* EXERCISE BRIEF
Retype the data that follows, keeping every character the same.

=======

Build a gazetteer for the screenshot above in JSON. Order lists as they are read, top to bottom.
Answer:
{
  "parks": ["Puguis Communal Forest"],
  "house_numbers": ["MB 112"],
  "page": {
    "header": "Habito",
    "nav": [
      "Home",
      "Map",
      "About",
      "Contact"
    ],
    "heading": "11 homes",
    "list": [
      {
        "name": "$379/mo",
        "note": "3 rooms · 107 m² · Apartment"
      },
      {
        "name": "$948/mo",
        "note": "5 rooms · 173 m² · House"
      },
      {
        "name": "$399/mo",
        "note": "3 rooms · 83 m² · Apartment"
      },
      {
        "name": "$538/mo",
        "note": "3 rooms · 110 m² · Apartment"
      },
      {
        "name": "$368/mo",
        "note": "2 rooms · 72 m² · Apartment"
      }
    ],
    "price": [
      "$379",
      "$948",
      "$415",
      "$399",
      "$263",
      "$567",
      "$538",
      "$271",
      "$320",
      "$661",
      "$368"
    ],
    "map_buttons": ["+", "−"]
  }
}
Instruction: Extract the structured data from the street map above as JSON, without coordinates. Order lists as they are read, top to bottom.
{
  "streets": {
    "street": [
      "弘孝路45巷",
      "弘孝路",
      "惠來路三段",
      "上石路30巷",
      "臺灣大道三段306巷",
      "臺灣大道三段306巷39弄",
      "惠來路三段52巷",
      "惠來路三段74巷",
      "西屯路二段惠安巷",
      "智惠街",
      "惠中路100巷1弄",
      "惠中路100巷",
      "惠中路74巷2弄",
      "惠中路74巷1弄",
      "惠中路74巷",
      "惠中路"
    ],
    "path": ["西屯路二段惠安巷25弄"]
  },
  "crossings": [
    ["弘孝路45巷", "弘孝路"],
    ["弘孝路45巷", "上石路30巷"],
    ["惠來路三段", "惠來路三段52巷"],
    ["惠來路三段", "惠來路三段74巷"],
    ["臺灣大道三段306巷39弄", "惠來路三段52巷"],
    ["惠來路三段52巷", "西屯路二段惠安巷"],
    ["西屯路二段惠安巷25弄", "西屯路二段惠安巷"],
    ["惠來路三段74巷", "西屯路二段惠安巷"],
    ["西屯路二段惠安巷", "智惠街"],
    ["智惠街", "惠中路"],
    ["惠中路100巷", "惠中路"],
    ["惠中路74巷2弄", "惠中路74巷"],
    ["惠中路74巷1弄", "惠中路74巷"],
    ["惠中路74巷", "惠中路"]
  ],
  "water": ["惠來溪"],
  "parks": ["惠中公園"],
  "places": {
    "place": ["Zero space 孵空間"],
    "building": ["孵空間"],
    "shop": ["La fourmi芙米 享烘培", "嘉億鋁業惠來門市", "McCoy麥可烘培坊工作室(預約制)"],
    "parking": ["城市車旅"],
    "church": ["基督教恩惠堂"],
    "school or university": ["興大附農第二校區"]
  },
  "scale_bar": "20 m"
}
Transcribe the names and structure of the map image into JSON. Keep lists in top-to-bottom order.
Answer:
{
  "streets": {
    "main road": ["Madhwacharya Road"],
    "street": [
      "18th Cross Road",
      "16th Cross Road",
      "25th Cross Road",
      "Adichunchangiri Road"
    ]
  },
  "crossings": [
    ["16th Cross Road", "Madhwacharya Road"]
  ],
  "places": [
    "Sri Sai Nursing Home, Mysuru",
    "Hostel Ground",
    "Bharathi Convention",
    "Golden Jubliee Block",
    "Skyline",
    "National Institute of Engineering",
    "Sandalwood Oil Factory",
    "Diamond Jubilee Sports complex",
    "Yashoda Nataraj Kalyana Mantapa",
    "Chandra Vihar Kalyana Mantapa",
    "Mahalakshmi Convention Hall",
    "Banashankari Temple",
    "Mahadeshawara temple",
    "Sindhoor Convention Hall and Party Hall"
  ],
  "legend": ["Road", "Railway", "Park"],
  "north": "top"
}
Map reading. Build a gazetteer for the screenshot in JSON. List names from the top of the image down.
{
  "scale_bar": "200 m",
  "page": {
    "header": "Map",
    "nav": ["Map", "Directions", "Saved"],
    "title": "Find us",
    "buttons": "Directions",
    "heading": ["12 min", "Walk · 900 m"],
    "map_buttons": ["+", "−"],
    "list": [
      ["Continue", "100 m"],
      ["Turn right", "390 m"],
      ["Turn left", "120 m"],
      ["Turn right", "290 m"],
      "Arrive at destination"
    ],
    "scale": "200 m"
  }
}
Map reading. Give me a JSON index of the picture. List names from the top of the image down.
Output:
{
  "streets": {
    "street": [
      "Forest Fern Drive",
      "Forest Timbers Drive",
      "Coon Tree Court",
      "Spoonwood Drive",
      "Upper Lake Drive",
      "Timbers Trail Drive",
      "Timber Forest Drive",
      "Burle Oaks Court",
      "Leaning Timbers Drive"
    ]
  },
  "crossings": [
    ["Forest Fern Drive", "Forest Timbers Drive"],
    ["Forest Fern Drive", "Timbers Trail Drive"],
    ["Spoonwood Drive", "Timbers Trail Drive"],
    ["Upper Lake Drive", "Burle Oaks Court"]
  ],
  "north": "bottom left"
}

=======

* TASK ANSWER
Build a gazetteer for the screenshot above in JSON. Order lists as they are read, top to bottom.
Answer:
{
  "parks": ["Puguis Communal Forest"],
  "house_numbers": ["MB 112"],
  "page": {
    "header": "Habito",
    "nav": [
      "Home",
      "Map",
      "About",
      "Contact"
    ],
    "heading": "11 homes",
    "list": [
      {
        "name": "$379/mo",
        "note": "3 rooms · 107 m² · Apartment"
      },
      {
        "name": "$948/mo",
        "note": "5 rooms · 173 m² · House"
      },
      {
        "name": "$399/mo",
        "note": "3 rooms · 83 m² · Apartment"
      },
      {
        "name": "$538/mo",
        "note": "3 rooms · 110 m² · Apartment"
      },
      {
        "name": "$368/mo",
        "note": "2 rooms · 72 m² · Apartment"
      }
    ],
    "price": [
      "$379",
      "$948",
      "$415",
      "$399",
      "$263",
      "$567",
      "$538",
      "$271",
      "$320",
      "$661",
      "$368"
    ],
    "map_buttons": ["+", "−"]
  }
}
Instruction: Extract the structured data from the street map above as JSON, without coordinates. Order lists as they are read, top to bottom.
{
  "streets": {
    "street": [
      "弘孝路45巷",
      "弘孝路",
      "惠來路三段",
      "上石路30巷",
      "臺灣大道三段306巷",
      "臺灣大道三段306巷39弄",
      "惠來路三段52巷",
      "惠來路三段74巷",
      "西屯路二段惠安巷",
      "智惠街",
      "惠中路100巷1弄",
      "惠中路100巷",
      "惠中路74巷2弄",
      "惠中路74巷1弄",
      "惠中路74巷",
      "惠中路"
    ],
    "path": ["西屯路二段惠安巷25弄"]
  },
  "crossings": [
    ["弘孝路45巷", "弘孝路"],
    ["弘孝路45巷", "上石路30巷"],
    ["惠來路三段", "惠來路三段52巷"],
    ["惠來路三段", "惠來路三段74巷"],
    ["臺灣大道三段306巷39弄", "惠來路三段52巷"],
    ["惠來路三段52巷", "西屯路二段惠安巷"],
    ["西屯路二段惠安巷25弄", "西屯路二段惠安巷"],
    ["惠來路三段74巷", "西屯路二段惠安巷"],
    ["西屯路二段惠安巷", "智惠街"],
    ["智惠街", "惠中路"],
    ["惠中路100巷", "惠中路"],
    ["惠中路74巷2弄", "惠中路74巷"],
    ["惠中路74巷1弄", "惠中路74巷"],
    ["惠中路74巷", "惠中路"]
  ],
  "water": ["惠來溪"],
  "parks": ["惠中公園"],
  "places": {
    "place": ["Zero space 孵空間"],
    "building": ["孵空間"],
    "shop": ["La fourmi芙米 享烘培", "嘉億鋁業惠來門市", "McCoy麥可烘培坊工作室(預約制)"],
    "parking": ["城市車旅"],
    "church": ["基督教恩惠堂"],
    "school or university": ["興大附農第二校區"]
  },
  "scale_bar": "20 m"
}
Transcribe the names and structure of the map image into JSON. Keep lists in top-to-bottom order.
Answer:
{
  "streets": {
    "main road": ["Madhwacharya Road"],
    "street": [
      "18th Cross Road",
      "16th Cross Road",
      "25th Cross Road",
      "Adichunchangiri Road"
    ]
  },
  "crossings": [
    ["16th Cross Road", "Madhwacharya Road"]
  ],
  "places": [
    "Sri Sai Nursing Home, Mysuru",
    "Hostel Ground",
    "Bharathi Convention",
    "Golden Jubliee Block",
    "Skyline",
    "National Institute of Engineering",
    "Sandalwood Oil Factory",
    "Diamond Jubilee Sports complex",
    "Yashoda Nataraj Kalyana Mantapa",
    "Chandra Vihar Kalyana Mantapa",
    "Mahalakshmi Convention Hall",
    "Banashankari Temple",
    "Mahadeshawara temple",
    "Sindhoor Convention Hall and Party Hall"
  ],
  "legend": ["Road", "Railway", "Park"],
  "north": "top"
}
Map reading. Build a gazetteer for the screenshot in JSON. List names from the top of the image down.
{
  "scale_bar": "200 m",
  "page": {
    "header": "Map",
    "nav": ["Map", "Directions", "Saved"],
    "title": "Find us",
    "buttons": "Directions",
    "heading": ["12 min", "Walk · 900 m"],
    "map_buttons": ["+", "−"],
    "list": [
      ["Continue", "100 m"],
      ["Turn right", "390 m"],
      ["Turn left", "120 m"],
      ["Turn right", "290 m"],
      "Arrive at destination"
    ],
    "scale": "200 m"
  }
}
Map reading. Give me a JSON index of the picture. List names from the top of the image down.
Output:
{
  "streets": {
    "street": [
      "Forest Fern Drive",
      "Forest Timbers Drive",
      "Coon Tree Court",
      "Spoonwood Drive",
      "Upper Lake Drive",
      "Timbers Trail Drive",
      "Timber Forest Drive",
      "Burle Oaks Court",
      "Leaning Timbers Drive"
    ]
  },
  "crossings": [
    ["Forest Fern Drive", "Forest Timbers Drive"],
    ["Forest Fern Drive", "Timbers Trail Drive"],
    ["Spoonwood Drive", "Timbers Trail Drive"],
    ["Upper Lake Drive", "Burle Oaks Court"]
  ],
  "north": "bottom left"
}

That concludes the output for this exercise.